São índios oriundos da região norte da Venezuela, que habitam há séculos o delta do rio Orinoco, no estado Delta Amacuro e regiões adjacentes dos estados Bolívar e Sucre, naquele país[1]. Warao, na língua nativa, significa “povo da canoa”, pois a relação deste grupo com a água é íntima: são, tradicionalmente, pescadores e coletores, há cerca de 70 anos convertidos em horticultores, e vivem em comunidades de palafitas localizadas nas zonas ribeirinhas fluviais e marítimas, além de pântanos e bosques inundáveis da região de origem[2].

Diversos fatores, tais como a tragédia ambiental do represamento do rio Manamo[3], a deterioração das condições de subsistência e a invasão progressiva de suas terras por agricultores e pecuaristas causaram, desde a década de 1970, o êxodo territorial dessa etnia para os centros urbanos da Venezuela, intensificado nos últimos anos. Interessante notar, porém, que mesmo vivendo no ambiente urbano, os indígenas warao tentam manter muitos aspectos de sua cultura e a coesão do grupo, retornando quanto conveniente ao lugar de origem[4].

O deslocamento para as cidades se deu para o setor laboral de mão de obra não qualificada e a mendicância. Neste último caso, alguns autores como Garcia Castro[5] afirmam que houve um reforço cultural, já que o mecanismo de inter-relação étnica no contexto urbano pelos warao não é totalmente alheio à sua condição e valores culturais, havendo a aplicação de técnicas tradicionais de coletas, feitas por mulheres e crianças, transportadas para o contexto urbano. Portanto, a coleta de esmolas nas ruas seria, para tal corrente, análoga à coleta de frutos e pequenos animais em seu habitat natural.

Como toda a população do país vizinho, o povo indígena warao também foi atingido pelo caos venezuelano. Como estratégia de sobrevivência, muitos migraram para o Brasil, num trajeto de cerca de 1.000 km, e há um abrigo[6] na cidade de Pacaraima (fronteira) e outro em Boa Vista (230 km a partir da fronteira), com população oscilante, cada um com aproximadamente 500 pessoas. Havia outro em Manaus, porém muitos indígenas migraram para Santarém e Belém, o que reduziu a população warao naquela capital.

Em Boa Vista, os indígenas warao vivem num abrigo urbano, com a gestão da ONG Fraternidade Internacional, em parceria com o Acnur e o Exército Brasileiro, através da operação acolhida. Durante algum tempo as mulheres e crianças eram vistas com frequência nos semáforos, pedindo dinheiro, hábito que gerou resistência local e os próprios indígenas foram desestimulados a fazê-lo. Contribuiu muito o fato de receberem apoio para a produção do seu belíssimo artesanato, incluindo cestarias, mantas e redes tecidas à mão.

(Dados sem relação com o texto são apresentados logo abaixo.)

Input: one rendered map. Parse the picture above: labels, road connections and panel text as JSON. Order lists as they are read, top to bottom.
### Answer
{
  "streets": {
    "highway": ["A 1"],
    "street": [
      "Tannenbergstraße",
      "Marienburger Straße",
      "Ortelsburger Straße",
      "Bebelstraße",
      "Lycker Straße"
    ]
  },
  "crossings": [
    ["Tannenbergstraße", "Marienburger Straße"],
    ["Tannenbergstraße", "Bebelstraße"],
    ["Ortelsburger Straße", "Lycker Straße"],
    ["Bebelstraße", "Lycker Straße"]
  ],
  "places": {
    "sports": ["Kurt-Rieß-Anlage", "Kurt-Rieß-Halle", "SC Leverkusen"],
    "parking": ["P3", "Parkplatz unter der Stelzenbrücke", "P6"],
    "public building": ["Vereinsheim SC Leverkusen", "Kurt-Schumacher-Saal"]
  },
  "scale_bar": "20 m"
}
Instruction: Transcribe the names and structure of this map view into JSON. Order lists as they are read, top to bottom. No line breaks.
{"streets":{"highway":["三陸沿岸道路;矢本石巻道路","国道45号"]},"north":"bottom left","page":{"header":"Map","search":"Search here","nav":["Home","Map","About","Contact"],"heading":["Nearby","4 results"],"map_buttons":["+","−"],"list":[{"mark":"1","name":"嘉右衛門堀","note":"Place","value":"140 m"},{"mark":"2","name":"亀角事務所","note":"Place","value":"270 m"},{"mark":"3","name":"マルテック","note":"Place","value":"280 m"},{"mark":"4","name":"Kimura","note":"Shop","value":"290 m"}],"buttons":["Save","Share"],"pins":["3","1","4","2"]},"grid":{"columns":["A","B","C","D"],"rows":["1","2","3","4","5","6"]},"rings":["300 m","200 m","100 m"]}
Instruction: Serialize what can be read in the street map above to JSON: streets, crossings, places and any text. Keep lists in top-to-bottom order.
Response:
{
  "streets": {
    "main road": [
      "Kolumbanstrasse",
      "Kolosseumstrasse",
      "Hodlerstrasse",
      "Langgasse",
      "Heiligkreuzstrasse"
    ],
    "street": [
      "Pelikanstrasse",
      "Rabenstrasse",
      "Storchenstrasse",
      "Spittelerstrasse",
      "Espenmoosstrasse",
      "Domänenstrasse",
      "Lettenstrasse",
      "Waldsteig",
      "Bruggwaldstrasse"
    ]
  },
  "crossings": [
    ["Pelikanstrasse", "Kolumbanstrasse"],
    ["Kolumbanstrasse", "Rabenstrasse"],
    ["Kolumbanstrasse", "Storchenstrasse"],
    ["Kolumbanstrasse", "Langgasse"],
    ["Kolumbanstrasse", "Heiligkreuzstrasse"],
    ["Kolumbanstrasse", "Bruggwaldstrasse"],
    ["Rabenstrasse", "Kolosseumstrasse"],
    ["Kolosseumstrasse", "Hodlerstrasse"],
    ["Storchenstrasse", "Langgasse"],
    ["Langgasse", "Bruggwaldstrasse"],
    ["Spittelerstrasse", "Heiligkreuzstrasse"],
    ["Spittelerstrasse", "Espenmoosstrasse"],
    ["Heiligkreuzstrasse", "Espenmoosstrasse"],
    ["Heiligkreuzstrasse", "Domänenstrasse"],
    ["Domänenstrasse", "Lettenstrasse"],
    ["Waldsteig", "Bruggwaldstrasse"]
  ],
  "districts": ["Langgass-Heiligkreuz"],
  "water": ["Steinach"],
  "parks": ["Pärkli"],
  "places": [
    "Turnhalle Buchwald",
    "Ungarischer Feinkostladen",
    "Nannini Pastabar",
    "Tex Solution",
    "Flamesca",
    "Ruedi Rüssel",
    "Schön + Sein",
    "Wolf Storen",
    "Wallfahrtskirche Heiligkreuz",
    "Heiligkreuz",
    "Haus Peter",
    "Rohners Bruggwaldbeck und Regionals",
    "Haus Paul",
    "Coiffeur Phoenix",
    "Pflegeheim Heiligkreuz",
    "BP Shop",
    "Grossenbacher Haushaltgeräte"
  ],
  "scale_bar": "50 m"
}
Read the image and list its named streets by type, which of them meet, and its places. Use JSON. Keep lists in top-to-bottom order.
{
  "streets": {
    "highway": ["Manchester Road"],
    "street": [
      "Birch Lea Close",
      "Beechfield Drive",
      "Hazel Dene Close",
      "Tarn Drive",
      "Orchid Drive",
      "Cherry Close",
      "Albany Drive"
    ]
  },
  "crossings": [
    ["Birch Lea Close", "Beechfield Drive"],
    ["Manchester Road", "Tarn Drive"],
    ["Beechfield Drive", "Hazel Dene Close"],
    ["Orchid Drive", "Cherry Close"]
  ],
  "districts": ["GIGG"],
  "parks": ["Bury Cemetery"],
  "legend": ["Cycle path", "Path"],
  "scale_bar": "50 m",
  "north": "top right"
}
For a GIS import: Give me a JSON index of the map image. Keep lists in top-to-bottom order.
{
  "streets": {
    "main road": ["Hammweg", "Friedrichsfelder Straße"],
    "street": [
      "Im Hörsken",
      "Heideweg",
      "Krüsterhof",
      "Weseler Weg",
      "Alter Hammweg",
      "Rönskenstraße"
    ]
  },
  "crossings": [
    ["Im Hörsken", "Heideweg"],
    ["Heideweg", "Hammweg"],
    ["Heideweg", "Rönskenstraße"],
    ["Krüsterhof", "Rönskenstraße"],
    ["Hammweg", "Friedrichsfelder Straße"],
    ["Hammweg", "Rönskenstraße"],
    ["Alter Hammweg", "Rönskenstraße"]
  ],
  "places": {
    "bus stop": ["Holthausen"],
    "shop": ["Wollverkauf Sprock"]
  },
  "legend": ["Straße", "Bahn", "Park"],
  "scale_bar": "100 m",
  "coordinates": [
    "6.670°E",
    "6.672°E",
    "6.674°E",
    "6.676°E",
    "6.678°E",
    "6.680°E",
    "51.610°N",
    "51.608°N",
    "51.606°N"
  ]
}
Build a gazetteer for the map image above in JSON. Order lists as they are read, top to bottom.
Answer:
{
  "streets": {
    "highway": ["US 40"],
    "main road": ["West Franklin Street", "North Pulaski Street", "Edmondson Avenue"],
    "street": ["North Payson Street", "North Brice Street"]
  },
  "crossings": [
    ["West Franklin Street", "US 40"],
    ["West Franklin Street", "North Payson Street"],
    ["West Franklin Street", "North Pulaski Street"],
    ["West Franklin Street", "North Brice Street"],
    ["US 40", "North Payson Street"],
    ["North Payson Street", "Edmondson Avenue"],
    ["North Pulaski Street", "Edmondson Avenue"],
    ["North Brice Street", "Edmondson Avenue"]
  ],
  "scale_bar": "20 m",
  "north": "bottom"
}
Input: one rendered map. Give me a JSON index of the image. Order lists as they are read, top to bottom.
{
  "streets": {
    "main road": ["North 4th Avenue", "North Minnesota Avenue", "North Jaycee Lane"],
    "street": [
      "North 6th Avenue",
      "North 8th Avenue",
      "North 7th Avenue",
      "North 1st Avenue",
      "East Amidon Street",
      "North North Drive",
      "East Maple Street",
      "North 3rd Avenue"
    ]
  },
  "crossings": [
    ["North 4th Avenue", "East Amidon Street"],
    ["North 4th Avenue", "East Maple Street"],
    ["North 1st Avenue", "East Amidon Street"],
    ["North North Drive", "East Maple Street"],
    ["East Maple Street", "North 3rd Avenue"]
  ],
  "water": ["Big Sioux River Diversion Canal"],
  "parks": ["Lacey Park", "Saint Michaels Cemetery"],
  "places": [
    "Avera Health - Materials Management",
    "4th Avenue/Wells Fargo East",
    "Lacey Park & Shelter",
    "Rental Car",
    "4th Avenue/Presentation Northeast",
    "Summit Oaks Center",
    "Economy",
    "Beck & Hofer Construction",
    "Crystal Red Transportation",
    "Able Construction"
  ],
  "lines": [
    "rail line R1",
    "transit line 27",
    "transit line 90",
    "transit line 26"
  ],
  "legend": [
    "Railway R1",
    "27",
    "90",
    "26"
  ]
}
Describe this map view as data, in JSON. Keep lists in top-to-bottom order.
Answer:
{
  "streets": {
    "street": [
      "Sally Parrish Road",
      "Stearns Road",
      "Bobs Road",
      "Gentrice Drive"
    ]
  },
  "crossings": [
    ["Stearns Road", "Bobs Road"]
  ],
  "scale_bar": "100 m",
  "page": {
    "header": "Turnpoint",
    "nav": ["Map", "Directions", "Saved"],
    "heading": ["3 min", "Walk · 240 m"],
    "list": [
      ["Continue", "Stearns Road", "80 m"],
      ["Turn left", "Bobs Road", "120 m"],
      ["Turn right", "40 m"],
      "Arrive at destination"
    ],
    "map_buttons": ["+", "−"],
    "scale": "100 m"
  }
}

Os indígenas warao representam um desafio jurídico, sociológico e político. Isto porque transcendem a condição imigrante e demandam proteção jurídica específica como indígenas.

A Fundação Nacional do Índio (Funai), embora seja a instituição que executa e coordena políticas públicas voltadas para os povos indígenas, até o momento não atua perante os warao em Boa Vista e Pacaraima, e, conforme Yamada e Torelly (2018)[7], aguarda orientações administrativas sobre o assunto. A propósito, destacam estes autores que, embora trabalhe com 305 povos indígenas, a atuação da Funai com indígenas urbanos é bastante limitada, seja por restrições orçamentárias, seja pela invisibilidade das demandas desses povos.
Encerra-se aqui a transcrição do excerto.